A Associação do Comércio Audiovisual de Portugal (ACAPOR) está a promover, em Lisboa, 24 horas de downloads sem autorização dos autores, como protesto contra a falta de aplicação da lei.
A ACAPOR, que representa os videoclubes em Portugal, montou hoje uma banca no Largo de Camões, no centro de Lisboa, para protestar contra a pirataria online
A ideia da iniciativa, que termina às 14 horas de amanhã, é passar 24 horas a descarregar filmes da Internet, para mostrar que é possível fazê-lo impunemente.
A ACAPOR apela desta forma ao Governo para que aplique a legislação aprovada em 2004 e exige a aplicação de coimas à semelhança do que acontece em vários países Europeus.O apelo foi lançado pelo presidente da associação, Alexandre Bravo, que promove “a maior acção popular contra o download ilegal”.
“Temos uma lei que foi aprovada em Janeiro de 2004 e que nunca foi aplicada porque o Estado diz que não tem meios”, disse Alexandre Bravo, segundo o qual “estão milhares de postos de trabalho em causa”.

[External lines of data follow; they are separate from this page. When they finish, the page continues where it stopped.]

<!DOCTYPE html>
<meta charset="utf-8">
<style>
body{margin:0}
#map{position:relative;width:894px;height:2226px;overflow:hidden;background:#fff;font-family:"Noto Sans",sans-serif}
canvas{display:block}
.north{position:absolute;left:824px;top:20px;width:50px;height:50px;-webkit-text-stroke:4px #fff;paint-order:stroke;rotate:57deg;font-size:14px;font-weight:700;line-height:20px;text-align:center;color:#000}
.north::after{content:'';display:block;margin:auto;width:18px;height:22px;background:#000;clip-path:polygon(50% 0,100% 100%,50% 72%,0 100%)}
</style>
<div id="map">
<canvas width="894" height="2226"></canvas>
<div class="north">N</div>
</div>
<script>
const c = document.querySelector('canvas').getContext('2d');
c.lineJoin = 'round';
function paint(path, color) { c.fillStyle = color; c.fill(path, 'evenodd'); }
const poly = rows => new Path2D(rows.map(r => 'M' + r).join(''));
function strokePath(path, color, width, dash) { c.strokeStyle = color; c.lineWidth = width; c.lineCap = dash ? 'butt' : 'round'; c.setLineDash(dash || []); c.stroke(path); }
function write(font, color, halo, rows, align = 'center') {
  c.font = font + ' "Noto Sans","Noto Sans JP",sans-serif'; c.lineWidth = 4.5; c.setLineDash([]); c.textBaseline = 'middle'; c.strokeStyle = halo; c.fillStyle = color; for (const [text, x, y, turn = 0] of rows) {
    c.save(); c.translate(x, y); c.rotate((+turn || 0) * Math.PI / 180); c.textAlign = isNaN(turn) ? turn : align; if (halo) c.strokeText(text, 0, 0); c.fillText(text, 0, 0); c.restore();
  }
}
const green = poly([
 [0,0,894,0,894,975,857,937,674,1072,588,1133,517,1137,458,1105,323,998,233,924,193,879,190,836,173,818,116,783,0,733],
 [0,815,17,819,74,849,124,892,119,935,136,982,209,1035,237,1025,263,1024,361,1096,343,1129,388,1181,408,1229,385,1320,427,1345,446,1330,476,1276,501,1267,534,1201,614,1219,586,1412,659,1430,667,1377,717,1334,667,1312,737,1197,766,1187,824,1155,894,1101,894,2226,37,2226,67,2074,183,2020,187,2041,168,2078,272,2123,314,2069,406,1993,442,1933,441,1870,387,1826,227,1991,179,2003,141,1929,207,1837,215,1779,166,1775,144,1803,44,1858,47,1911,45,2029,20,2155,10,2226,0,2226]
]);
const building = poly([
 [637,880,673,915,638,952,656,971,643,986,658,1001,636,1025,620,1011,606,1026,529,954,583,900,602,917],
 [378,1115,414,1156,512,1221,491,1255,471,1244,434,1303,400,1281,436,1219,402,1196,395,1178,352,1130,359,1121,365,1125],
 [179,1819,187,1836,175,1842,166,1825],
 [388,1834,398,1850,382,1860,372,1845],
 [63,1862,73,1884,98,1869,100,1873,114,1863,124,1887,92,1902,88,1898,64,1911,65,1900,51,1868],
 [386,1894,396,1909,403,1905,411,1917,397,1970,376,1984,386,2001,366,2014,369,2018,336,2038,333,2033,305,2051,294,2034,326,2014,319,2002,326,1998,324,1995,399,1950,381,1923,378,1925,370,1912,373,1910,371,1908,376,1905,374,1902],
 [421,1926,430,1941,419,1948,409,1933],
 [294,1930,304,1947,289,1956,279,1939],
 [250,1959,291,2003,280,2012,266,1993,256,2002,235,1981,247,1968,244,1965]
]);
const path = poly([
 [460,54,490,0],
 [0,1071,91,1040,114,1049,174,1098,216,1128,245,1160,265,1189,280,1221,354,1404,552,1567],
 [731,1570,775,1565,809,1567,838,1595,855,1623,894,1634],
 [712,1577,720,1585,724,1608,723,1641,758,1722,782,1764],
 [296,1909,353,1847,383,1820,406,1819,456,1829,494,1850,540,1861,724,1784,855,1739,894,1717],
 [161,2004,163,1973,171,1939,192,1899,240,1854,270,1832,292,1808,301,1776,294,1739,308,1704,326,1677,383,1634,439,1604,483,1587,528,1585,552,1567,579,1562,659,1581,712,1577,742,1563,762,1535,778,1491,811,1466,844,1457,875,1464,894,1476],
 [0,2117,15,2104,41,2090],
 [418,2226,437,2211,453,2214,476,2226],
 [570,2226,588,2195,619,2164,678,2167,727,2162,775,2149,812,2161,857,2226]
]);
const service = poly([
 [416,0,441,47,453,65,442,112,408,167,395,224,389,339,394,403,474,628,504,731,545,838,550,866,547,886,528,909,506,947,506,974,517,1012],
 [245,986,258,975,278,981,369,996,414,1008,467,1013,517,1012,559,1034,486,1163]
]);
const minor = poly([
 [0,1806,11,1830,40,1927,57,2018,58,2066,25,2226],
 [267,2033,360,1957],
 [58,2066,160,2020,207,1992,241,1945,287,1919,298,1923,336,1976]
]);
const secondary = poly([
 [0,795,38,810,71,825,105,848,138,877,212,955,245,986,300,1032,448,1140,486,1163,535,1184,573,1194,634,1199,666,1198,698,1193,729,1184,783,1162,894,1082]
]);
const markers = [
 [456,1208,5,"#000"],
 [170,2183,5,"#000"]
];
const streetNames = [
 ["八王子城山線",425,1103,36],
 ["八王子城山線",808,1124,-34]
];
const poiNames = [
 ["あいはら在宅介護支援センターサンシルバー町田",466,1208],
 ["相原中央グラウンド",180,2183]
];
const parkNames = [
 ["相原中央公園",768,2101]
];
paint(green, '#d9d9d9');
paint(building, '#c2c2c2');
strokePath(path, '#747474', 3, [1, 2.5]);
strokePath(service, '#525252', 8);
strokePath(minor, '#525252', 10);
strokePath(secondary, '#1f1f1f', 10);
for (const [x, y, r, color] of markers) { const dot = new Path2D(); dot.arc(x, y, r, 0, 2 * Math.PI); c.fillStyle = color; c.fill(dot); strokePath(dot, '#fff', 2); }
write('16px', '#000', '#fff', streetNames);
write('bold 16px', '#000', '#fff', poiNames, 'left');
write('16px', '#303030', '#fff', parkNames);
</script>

Segundo referiu Alexandre Bravo, desde 2002 que o sector tem vindo a ser penalizado em Portugal: cerca de 2400 postos de trabalho foram encerrados e, nos últimos 12 anos, 800 videoclubes fecharam.

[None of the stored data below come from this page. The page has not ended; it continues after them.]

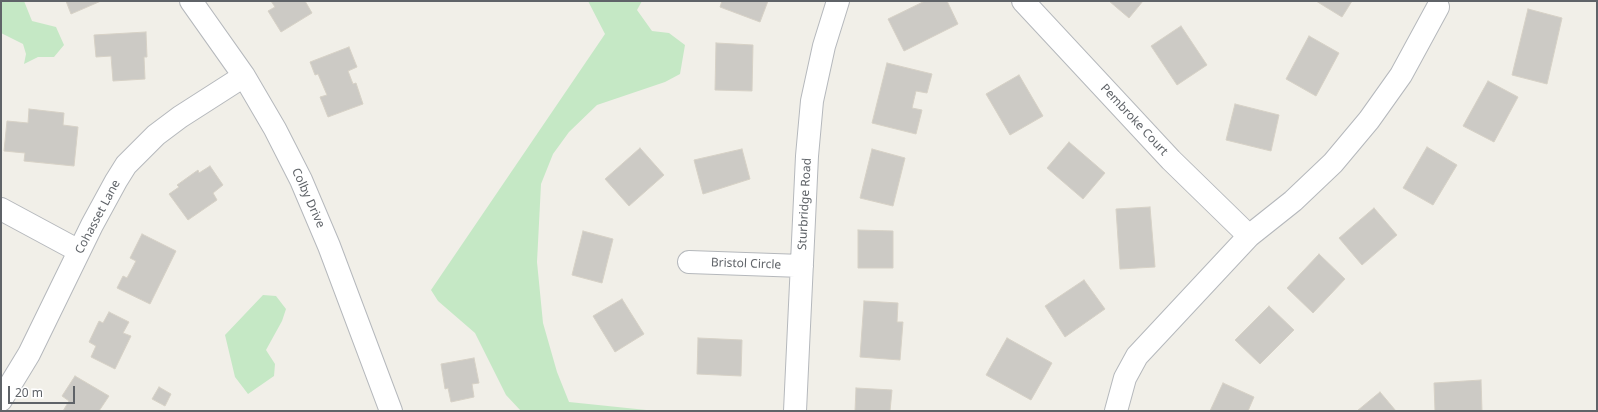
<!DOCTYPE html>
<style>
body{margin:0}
#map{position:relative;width:1598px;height:412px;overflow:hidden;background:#f1efe8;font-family:"Noto Sans",sans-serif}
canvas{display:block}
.frame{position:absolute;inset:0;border:2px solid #5f6368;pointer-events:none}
.scale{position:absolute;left:8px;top:386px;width:67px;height:18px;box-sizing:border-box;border:2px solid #5f6368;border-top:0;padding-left:5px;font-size:12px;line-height:14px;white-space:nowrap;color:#5f6368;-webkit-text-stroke:3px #fff;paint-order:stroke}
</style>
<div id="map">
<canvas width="1598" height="412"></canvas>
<div class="frame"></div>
<div class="scale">20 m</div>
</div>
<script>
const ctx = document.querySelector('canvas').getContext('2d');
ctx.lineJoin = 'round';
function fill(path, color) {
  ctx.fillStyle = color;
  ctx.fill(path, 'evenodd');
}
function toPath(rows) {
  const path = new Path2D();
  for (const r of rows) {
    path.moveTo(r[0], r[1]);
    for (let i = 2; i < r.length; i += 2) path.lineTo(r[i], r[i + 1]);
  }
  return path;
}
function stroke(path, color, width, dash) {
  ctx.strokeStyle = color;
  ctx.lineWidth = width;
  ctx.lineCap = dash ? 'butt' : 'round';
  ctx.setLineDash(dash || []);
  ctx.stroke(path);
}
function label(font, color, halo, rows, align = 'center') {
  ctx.font = font + ' "Noto Sans",sans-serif';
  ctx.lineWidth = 4;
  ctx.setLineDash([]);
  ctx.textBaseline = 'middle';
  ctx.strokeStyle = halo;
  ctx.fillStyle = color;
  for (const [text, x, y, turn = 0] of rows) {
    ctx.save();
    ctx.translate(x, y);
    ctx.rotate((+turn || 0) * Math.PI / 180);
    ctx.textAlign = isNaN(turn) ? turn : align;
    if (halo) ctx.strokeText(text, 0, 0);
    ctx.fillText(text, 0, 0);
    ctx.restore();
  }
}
const green = toPath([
 [1,1,24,1,32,21,56,27,64,45,54,57,38,57,24,64,26,54,23,44,1,33],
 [588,1,642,1,637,10,652,31,669,33,685,45,680,74,665,82,597,105,569,132,553,154,541,184,537,262,543,323,557,372,569,402,656,411,521,411,506,395,475,333,438,301,431,290,605,34],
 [263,295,276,296,286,309,282,321,266,350,275,364,274,376,248,394,235,377,225,335]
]);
const building = toPath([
 [66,1,101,1,71,14,66,1],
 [271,1,305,1,312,13,281,32,268,11,275,7,271,1],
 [722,1,768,1,760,22,720,7,722,1],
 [925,1,947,1,958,24,904,51,888,19,925,1],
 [1109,1,1143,1,1129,18,1109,1],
 [1316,1,1352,1,1342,17,1316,1],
 [1528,9,1562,18,1547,84,1512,75,1528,9],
 [1181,26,1207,65,1177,85,1151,46,1181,26],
 [146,32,147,57,144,57,145,79,113,81,111,56,96,57,94,35,146,32],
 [1309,36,1339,53,1316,96,1286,79,1309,36],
 [716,43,753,45,752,91,715,90,716,43],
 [349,47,357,67,348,71,353,84,356,83,363,104,328,117,320,97,327,95,318,74,315,75,310,62,349,47],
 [887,63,932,74,927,93,916,91,912,108,922,110,916,134,872,123,887,63],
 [1019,75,1043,116,1010,135,986,94,1019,75],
 [1488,81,1518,97,1494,142,1463,126,1488,81],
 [1235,104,1279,115,1271,151,1226,140,1235,104],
 [29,109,64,113,63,125,78,127,74,166,24,161,25,153,4,151,7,121,28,123,29,109],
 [1069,142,1105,173,1083,199,1047,168,1069,142],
 [1427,147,1457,165,1433,205,1403,188,1427,147],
 [640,148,664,175,629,206,605,179,640,148],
 [742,149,750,179,703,194,694,160,742,149],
 [872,149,905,158,893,206,860,198,872,149],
 [210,166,223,185,213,193,217,200,188,220,169,194,179,187,177,185,198,170,199,173,210,166],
 [1150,207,1155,267,1120,269,1116,209,1150,207],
 [1374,208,1397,235,1362,265,1339,238,1374,208],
 [858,230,893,231,893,268,858,268,858,230],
 [583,231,613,239,602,283,572,275,583,231],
 [142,234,176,251,150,304,117,288,123,276,127,278,136,261,130,258,142,234],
 [1319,254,1345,279,1313,313,1287,288,1319,254],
 [1084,280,1105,309,1065,337,1045,306,1084,280],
 [622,299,644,334,615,352,593,316,622,299],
 [864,301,898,303,897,322,903,322,900,360,860,357,864,301],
 [1269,306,1294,330,1260,364,1235,340,1269,306],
 [109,312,129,322,123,333,131,336,115,369,91,357,96,346,89,342,99,321,103,323,109,312],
 [698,338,742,340,741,376,697,374,698,338],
 [1007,338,1052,363,1031,400,986,375,1007,338],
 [474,358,479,383,472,384,474,397,451,402,448,388,445,389,441,364,474,358],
 [75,376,109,396,99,411,63,411,69,401,62,396,75,376],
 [1481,380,1482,411,1435,411,1434,383,1481,380],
 [1223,383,1254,397,1248,411,1210,411,1223,383],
 [159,387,171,394,165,406,152,399,159,387],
 [856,388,892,390,890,411,855,411,856,388],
 [1380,392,1396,411,1357,411,1380,392]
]);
const minor = toPath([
 [191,1,244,76,275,129,301,180,329,246,391,411],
 [1023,1,1171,160,1249,236],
 [1,209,79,251],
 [689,262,802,266],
 [1,400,29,354,92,225,116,181,126,165,156,135,180,117,244,76],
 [795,411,807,156,812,101,824,46,838,1],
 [1116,411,1125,378,1137,356,1249,236,1293,201,1333,163,1369,120,1401,75,1438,7]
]);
const streetNames = [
 ["Pembroke Court",1134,120,47],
 ["Colby Drive",308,198,66],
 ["Sturbridge Road",805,204,-87],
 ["Cohasset Lane",98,217,-62],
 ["Bristol Circle",746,264,2]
];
fill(green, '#c5e8c5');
fill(building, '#cccac5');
stroke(building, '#d6d1c6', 1);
stroke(minor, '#b5b8bc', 24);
stroke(minor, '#fff', 22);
label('12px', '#5f6368', '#fff', streetNames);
</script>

“O download ilegal é um crime que é impune e tem de se pensar que por detrás disto há muitos investimentos, autores, artistas, toda uma cadeia de distribuição, nomeadamente clubes de vídeo, que estão a fechar, porque o Estado, apesar de haver uma lei, nada faz”, argumentou o representante da ACAPOR.
A ACAPOR propõe assim a aplicação de coimas. Em causa está a entrada em vigor do Decreto-Lei n.º 7/2004 que, segundo a associação, não foi ainda posto em prática.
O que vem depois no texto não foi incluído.